[Records from a collection]
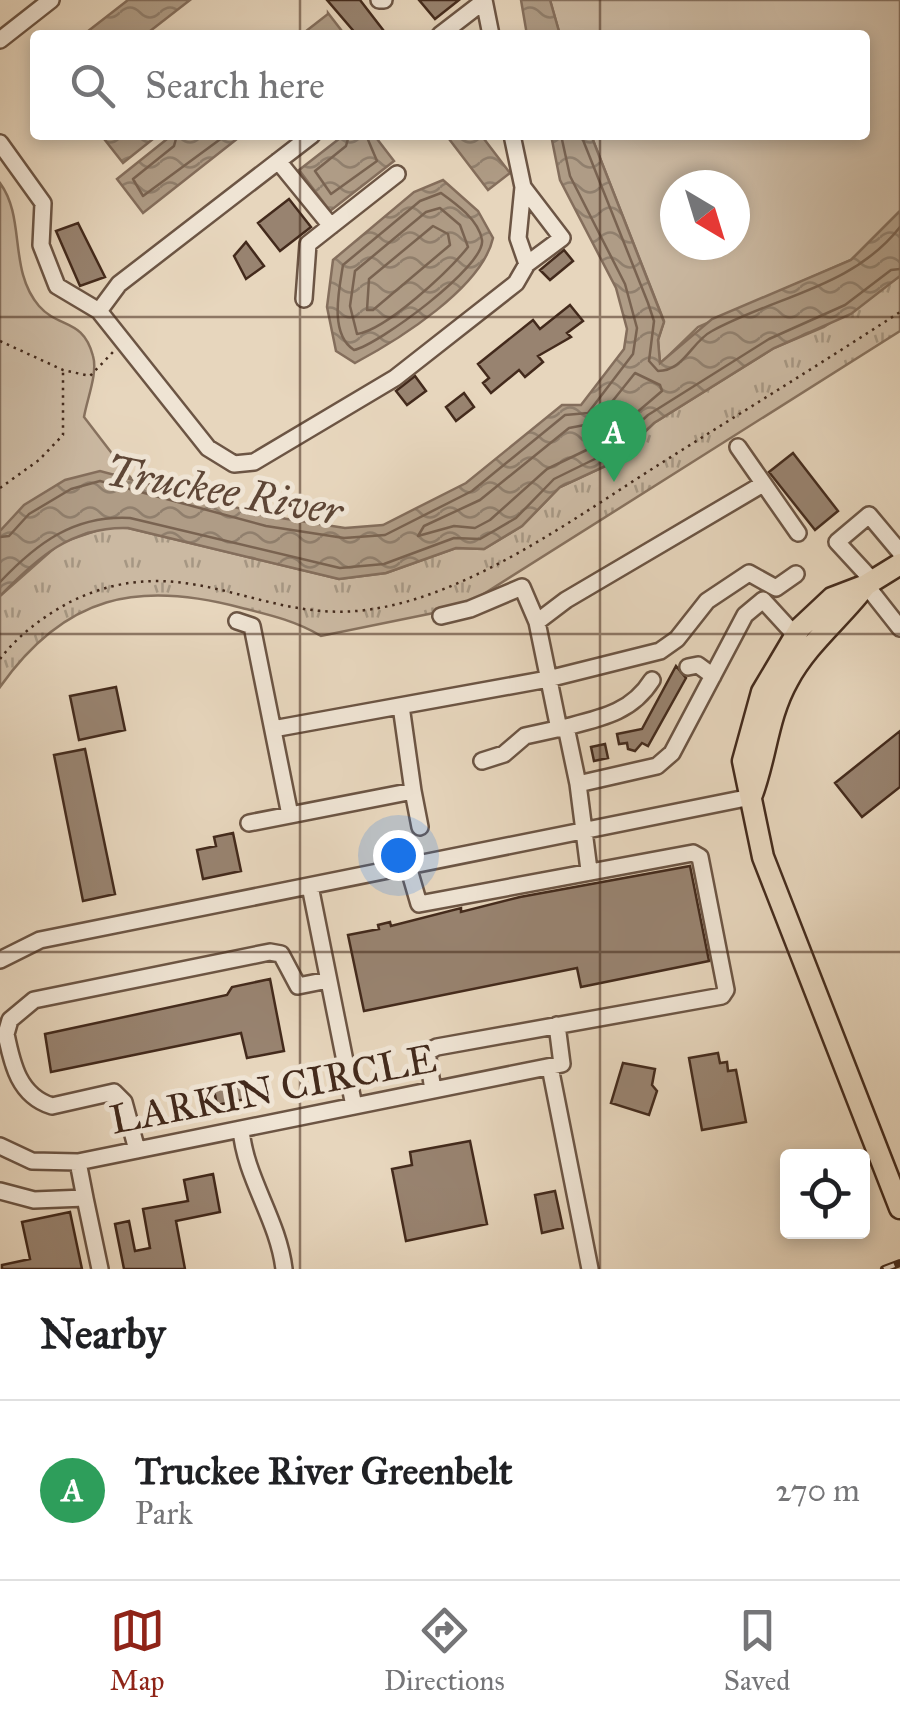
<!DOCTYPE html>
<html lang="en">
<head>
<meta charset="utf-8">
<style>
	:root { --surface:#fff; --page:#f6f6f6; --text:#202124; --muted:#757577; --line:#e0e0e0; --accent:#8f2418 }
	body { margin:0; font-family:"IM FELL Great Primer",serif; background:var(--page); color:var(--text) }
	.controls { position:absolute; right:30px; bottom:30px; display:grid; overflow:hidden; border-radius:10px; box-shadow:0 5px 15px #0003 }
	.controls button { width:90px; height:90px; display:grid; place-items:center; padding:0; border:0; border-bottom:2px solid var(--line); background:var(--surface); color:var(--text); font:50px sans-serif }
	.compass { position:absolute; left:660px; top:170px; width:90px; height:90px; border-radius:50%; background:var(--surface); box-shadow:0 5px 15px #0003; rotate:142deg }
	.you { position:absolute; left:398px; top:855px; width:35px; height:35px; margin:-25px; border:8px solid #fff; border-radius:50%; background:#1a73e8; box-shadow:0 0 0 15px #1a73e833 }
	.badge { display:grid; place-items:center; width:65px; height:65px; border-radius:50%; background:var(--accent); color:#fff; font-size:32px; font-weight:700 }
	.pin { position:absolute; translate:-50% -82px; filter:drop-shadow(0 2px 5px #0008) }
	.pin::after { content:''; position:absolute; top:52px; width:35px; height:30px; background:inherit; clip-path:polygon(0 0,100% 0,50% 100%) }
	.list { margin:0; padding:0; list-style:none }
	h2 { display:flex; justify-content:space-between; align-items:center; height:130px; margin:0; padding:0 40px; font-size:42px }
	h2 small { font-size:32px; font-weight:400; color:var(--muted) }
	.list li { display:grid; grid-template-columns:65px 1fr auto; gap:30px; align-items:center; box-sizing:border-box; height:180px; padding:0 40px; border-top:2px solid var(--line) }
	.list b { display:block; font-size:38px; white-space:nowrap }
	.list p { margin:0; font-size:32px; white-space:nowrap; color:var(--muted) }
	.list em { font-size:32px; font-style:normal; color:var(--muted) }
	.icon { flex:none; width:55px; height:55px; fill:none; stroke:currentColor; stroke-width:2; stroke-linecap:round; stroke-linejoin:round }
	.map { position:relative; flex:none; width:900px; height:1269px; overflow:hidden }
	.search { position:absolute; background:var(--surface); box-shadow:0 5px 15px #0003; left:30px; right:30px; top:30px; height:110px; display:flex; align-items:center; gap:25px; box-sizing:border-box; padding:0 35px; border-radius:10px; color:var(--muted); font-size:38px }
	.sheet { height:310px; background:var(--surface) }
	nav { display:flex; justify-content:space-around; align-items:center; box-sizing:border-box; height:140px; border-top:2px solid var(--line); background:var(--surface); font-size:28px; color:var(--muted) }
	nav a { display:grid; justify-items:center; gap:5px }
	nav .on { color:var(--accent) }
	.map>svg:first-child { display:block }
	.grass { fill:#cbb9a2; stroke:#87725f; stroke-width:2.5; fill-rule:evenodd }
	.park { fill:url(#park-tufts); stroke:#87725f; stroke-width:2.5 }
	.water { fill:url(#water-waves); stroke:#846e5c; stroke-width:2.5 }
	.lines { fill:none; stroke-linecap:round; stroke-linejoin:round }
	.shore { stroke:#796351; stroke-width:2.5 }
	.building { fill:#988370; stroke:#432a1c; stroke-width:2.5 }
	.minor-casing { stroke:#6c5544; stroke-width:20 }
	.major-casing { stroke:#432a1c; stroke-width:25 }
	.path { stroke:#432a1c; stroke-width:2.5; stroke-dasharray:2.5 5; stroke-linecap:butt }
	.minor { stroke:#efe4d4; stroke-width:15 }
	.major { stroke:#e7d6bd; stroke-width:20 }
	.rail-casing { stroke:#432a1c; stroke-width:8 }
	.rail { stroke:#efe4d4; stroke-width:4; stroke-dasharray:11; stroke-linecap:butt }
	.grid { fill:none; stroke:#432a1c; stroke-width:2.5; stroke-opacity:0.55 }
	.labels { text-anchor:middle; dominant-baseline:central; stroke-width:10; stroke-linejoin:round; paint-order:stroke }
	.street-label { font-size:40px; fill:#432a1c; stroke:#efe4d4 }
	.water-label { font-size:42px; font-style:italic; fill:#5e4636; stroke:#efe4d4 }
</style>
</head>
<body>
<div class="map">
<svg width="900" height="1269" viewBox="0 0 900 1269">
	<defs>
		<pattern id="park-tufts" width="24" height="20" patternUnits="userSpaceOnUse" patternTransform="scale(2.5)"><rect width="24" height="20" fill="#cbb9a2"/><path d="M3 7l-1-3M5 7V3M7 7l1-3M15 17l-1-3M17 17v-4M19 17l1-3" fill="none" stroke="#a69783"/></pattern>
		<pattern id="water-waves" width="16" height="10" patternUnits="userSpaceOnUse" patternTransform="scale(2.5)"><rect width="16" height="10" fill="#af9c86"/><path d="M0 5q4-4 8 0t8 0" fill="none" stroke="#907f6d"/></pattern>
	</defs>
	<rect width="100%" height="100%" fill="#e7d6bd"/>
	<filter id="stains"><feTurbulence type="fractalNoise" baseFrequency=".002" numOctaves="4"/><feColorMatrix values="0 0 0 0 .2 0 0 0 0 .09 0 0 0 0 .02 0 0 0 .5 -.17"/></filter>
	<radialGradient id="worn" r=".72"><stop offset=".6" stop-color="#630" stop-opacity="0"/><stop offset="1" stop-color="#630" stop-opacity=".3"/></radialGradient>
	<path class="grass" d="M550 0H900V211L851 260 698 327 660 364 658 340 664 321 591 135H865V35H560ZM675 185H735V245H675Z
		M0 183C26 218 8 270 39 306 59 329 83 318 93 356 98 373 87 399 84 417L130 477C72 466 39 493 0 531Z"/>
	<path class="park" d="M900 276V331L463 607 321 636C296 621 270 615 242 608 138 580 65 595 0 687V596L60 543 107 527 128 528 339 579 386 573 456 548 484 549 522 526 560 487 612 463 654 423 774 348 824 327Z"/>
	<path class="water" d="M128 0H190L145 35H83Z
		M521 0H550L560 35H527Z
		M328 13 345 35H301L328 14Z
		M101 135H158L123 163Z
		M172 135H242L143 213 117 179Z
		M344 135H374L394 161 330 211 299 170Z
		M446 135H481L510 173 488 190Z
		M551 135H591L664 322 658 340 660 363 712 319 851 260 900 211V276L851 314 774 348 654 423 612 463 560 487 522 526 484 549 456 548 386 573 339 579 128 528C72 526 37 558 0 596V531L24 505 65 480 100 471 268 516 345 528 383 525 466 483 562 405H581L624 349 627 329 616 288 560 180Z
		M443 180 478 211 493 238C482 288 398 340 355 363L336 351 327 307 333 260 414 192Z"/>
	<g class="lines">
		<path class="shore" d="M177 135 174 146 133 179 143 196 226 135
			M349 135 346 146 315 171 331 194 377 161 366 135
			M581 135 648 303 654 321 649 361 658 371C684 371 692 341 712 331 776 296 852 288 900 227
			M441 193C455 203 479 220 482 240 486 266 378 345 354 350 329 334 339 290 343 265L420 201Z
			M440 208 460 225 468 247C449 271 386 330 357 334L350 306 355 271 426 212Z
			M433 226 448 234 450 245 373 310H367L369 279Z
			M635 373 660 385 662 391 601 443 547 469 490 520 475 528 454 526 418 536 424 526 480 500 569 428 595 423Z
			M0 537 9 536 29 514 71 489 100 481 266 526 344 538 385 535 472 491 565 415 588 413 633 354 637 328 625 284 570 176 561 135
			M0 582C37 543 74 515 130 518L340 568 384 564 454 538 480 539 516 518 554 479 607 453 648 415 769 339 845 305 891 270 900 269"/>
	</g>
	<path class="building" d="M327 0H360L387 35H357Z
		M419 0H459L435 19Z
		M289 199 311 227 280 251 258 223Z
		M78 223 105 277 80 286 56 231Z
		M246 242 264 266 246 279 234 256Z
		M564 250 573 261 550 280 540 270Z
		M570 305 583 321 567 333 571 337 538 356 543 362 525 377 519 370 491 393 483 383 489 378 478 364 533 320 540 329Z
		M415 376 426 391 407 405 396 391Z
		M464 393 474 407 456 421 446 407Z
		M793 453 838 511 815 530 769 472Z
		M676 666 686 678 648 746 642 743 635 751 628 749 627 743 619 744 617 734 642 729Z
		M116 687 125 730 79 740 70 696Z
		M900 731V787L862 817 835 783Z
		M605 744 608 758 594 761 591 747Z
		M85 749 115 894 83 901 54 755Z
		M233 833 241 871 203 879 197 850 216 846 214 837Z
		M690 866 709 961 581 987 577 968 364 1011 348 935 379 929 378 925 390 922 391 926 461 908V912L520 897Z
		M270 979 284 1051 247 1058 241 1033 51 1072 45 1034 227 995 232 987Z
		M718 1053 720 1063 727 1062 728 1071 736 1070 746 1122 702 1130 689 1058Z
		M623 1063 655 1069 652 1085 657 1091 649 1115 611 1103Z
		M252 1082 255 1097 217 1105 214 1090Z
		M470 1141 487 1224 406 1241 392 1169 412 1165 410 1152Z
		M213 1174 220 1212 176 1221 185 1269H124L115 1224 129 1221 135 1251 150 1248 143 1209 188 1201 184 1180Z
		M555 1191 563 1228 542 1233 535 1195Z
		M70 1212 82 1269H2V1265L30 1259 22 1222Z"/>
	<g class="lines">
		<defs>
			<path id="minor" d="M379 0H384
				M484 0 491 35
				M440 35 484 1
				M0 40 51 0
				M512 135 523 187 518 238 527 264 562 238 523 187
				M0 143 43 203 41 245 57 286 99 311 119 284 312 135
				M278 161 331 226
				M304 299 308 244 397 174
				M99 311 208 448 234 464 254 462 395 378 516 283 527 264
				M738 447 798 533
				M873 581 837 542 869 515 900 552
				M866 585 900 628
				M441 616 470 609 522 587 537 622
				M237 621 252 626 290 815
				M688 667 698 665 713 676
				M273 729 548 679 660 651 677 639 707 601 749 573 776 588 796 574
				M559 729 537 622 566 600 763 484
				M482 761 504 754 525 736 566 727
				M578 784 566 727C602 718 632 712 652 680
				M413 791 420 827
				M249 823 413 791 401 706
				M408 866 419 904 693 853 700 857 726 990 722 996 437 1047 427 1052 433 1090
				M589 870 578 784 657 766 672 753 745 615 763 600 795 635
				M310 886 354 1106
				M0 960 40 940 751 797
				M550 1067 590 1269
				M241 1129C245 1178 278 1219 284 1269
				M0 1146 32 1161 78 1162 562 1064 557 1025
				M137 1150 124 1102 114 1092 52 1106C19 1096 12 1064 6 1034L10 1020 34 1000 270 952 281 954 298 986 328 980
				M0 1191 34 1200 85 1198 78 1162
				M85 1198 100 1269"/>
			<path id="major" d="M900 564 866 585 832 598 800 628 762 692 743 761 763 857 900 1208
				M751 797C766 759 767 717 788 680 808 643 841 618 866 585"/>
		</defs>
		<use href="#minor" class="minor-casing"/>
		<use href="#major" class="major-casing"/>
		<path class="path" d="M0 341 63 370 90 376 114 351
			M0 488 39 460 63 435V370
			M0 659C18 635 44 616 70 602 185 545 258 624 366 610 469 597 577 516 663 462 742 412 822 363 900 312"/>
		<use href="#minor" class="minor"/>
		<use href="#major" class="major"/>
		<defs>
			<path id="rail" d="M884 1269 900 1263"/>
		</defs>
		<use href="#rail" class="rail-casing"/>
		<use href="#rail" class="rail"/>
	</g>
	<path class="grid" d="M300 0V35M600 0V35M300 135V1269M600 135V1269M0 317H900M0 634H900M0 952H900"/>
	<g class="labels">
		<g class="street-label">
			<text transform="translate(273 1089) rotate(-11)">LARKIN CIRCLE</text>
		</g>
		<g class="water-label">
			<text transform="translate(224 491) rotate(10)">Truckee River</text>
		</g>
	</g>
	<rect width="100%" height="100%" filter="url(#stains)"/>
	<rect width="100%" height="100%" fill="url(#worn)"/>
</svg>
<div class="controls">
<button><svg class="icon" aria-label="locate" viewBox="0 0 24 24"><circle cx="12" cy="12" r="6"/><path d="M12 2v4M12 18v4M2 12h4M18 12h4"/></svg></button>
</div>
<svg class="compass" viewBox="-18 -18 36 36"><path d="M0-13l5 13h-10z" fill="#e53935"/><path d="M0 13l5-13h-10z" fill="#757577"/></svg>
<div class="you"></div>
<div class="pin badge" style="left:614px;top:482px;background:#2e9e5b">A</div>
<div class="search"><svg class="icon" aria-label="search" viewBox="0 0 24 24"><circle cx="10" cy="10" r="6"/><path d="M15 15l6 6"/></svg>Search here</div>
</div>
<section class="sheet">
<h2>Nearby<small></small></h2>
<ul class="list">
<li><span class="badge" style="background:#2e9e5b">A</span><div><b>Truckee River Greenbelt</b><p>Park</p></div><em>270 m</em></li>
</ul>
</section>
<nav>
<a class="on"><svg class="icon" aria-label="map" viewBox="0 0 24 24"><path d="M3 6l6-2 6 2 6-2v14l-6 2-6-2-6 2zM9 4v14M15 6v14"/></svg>Map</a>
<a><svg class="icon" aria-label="directions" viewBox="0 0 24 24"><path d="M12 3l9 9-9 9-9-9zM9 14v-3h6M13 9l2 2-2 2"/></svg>Directions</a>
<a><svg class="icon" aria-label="saved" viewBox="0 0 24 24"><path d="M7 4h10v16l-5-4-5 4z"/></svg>Saved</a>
</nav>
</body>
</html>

▶ **Exercise goal**: From the entries above, show each line that includes the string "white".

▶ **Completed exercise**:
	.list b { display:block; font-size:38px; white-space:nowrap }
	.list p { margin:0; font-size:32px; white-space:nowrap; color:var(--muted) }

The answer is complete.